M. Formery rose, with recovered breath, but with his face an even richer purple. His eyes were rolling in his head, as if they were not under proper control.
He turned on the inspector and cried savagely, "You never examined the fireplace, inspector!"
"No, sir," said the downcast inspector.
"It was unpardonable--absolutely unpardonable!" cried M. Formery. "How is one to work with subordinates like this?"
"It was an oversight," said Guerchard.
M. Formery turned to him and said, "You must admit that it was materially impossible for me to see her."
"It was possible if you went down on all fours," said Guerchard.
"On all fours?" said M. Formery.
"Yes; on all fours you could see her heels sticking out beyond the mattress," said Guerchard simply.
M. Formery shrugged his shoulders: "That screen looked as if it had stood there since the beginning of the summer," he said.
"The first thing, when you're dealing with Lupin, is to distrust appearances," said Guerchard.
"Lupin!" cried M. Formery hotly. Then he bit his lip and was silent.
He walked to the side of the couch and looked down on the sleeping Victoire, frowning: "This upsets everything," he said. "With these new conditions, I've got to begin all over again, to find a new explanation of the affair. For the moment--for the moment, I'm thrown completely off the track. And you, Guerchard?"
"Oh, well," said Guerchard, "I have an idea or two about the matter still."
"Do you really mean to say that it hasn't thrown you off the track too?" said M. Formery, with a touch of incredulity in his tone.
"Well, no--not exactly," said Guerchard. "I wasn't on that track, you see."
"No, of course not--of course not. You were on the track of Lupin,"
said M. Formery; and his contemptuous smile was tinged with malice.
The Duke looked from one to the other of them with curious, searching eyes: "I find all this so interesting," he said.
"We do not take much notice of these checks; they do not depress us for a moment," said M. Formery, with some return of his old grandiloquence.
"We pause hardly for an instant; then we begin to reconstruct--to reconstruct."

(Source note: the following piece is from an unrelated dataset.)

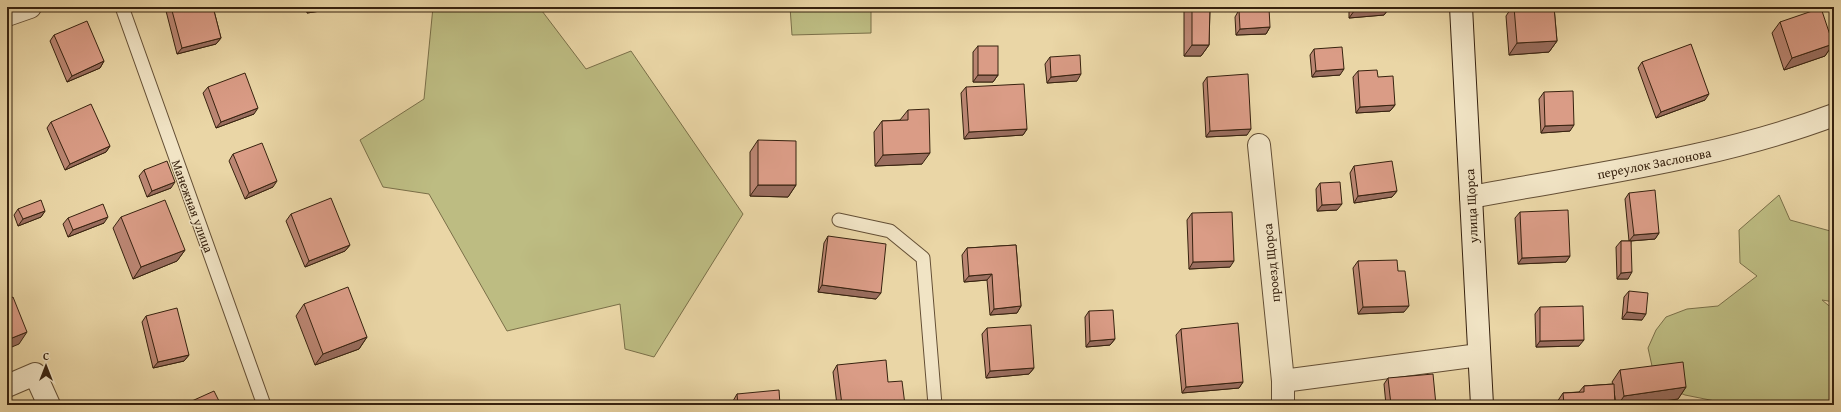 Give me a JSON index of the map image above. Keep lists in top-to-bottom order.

"It's perfectly splendid of you," said the Duke, and his limpid eyes rested on M. Formery's self-satisfied face in a really affectionate gaze; they might almost be said to caress it.

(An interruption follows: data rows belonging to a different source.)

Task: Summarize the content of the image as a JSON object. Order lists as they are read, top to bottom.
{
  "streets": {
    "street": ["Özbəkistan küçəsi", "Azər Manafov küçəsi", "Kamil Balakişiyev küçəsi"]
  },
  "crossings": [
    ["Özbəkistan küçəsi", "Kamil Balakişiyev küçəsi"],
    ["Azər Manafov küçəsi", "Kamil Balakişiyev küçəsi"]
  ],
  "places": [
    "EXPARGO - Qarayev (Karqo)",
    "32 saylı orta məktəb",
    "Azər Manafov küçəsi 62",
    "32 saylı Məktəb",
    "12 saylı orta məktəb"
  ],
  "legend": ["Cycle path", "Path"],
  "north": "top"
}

Guerchard looked out of the window at a man who was carrying a hod-full of bricks up one of the ladders set against the scaffolding of the building house. Something in this honest workman's simple task seemed to amuse him, for he smiled.
Only the inspector, thinking of the unexamined fireplace, looked really depressed.
"We shan't get anything out of this woman till she wakes," said M.
Formery, "When she does, I shall question her closely and fully. In the meantime, she may as well be carried up to her bedroom to sleep off the effects of the chloroform."
Guerchard turned quickly: "Not her own bedroom, I think," he said gently.
"Certainly not--of course, not her own bedroom," said M. Formery quickly.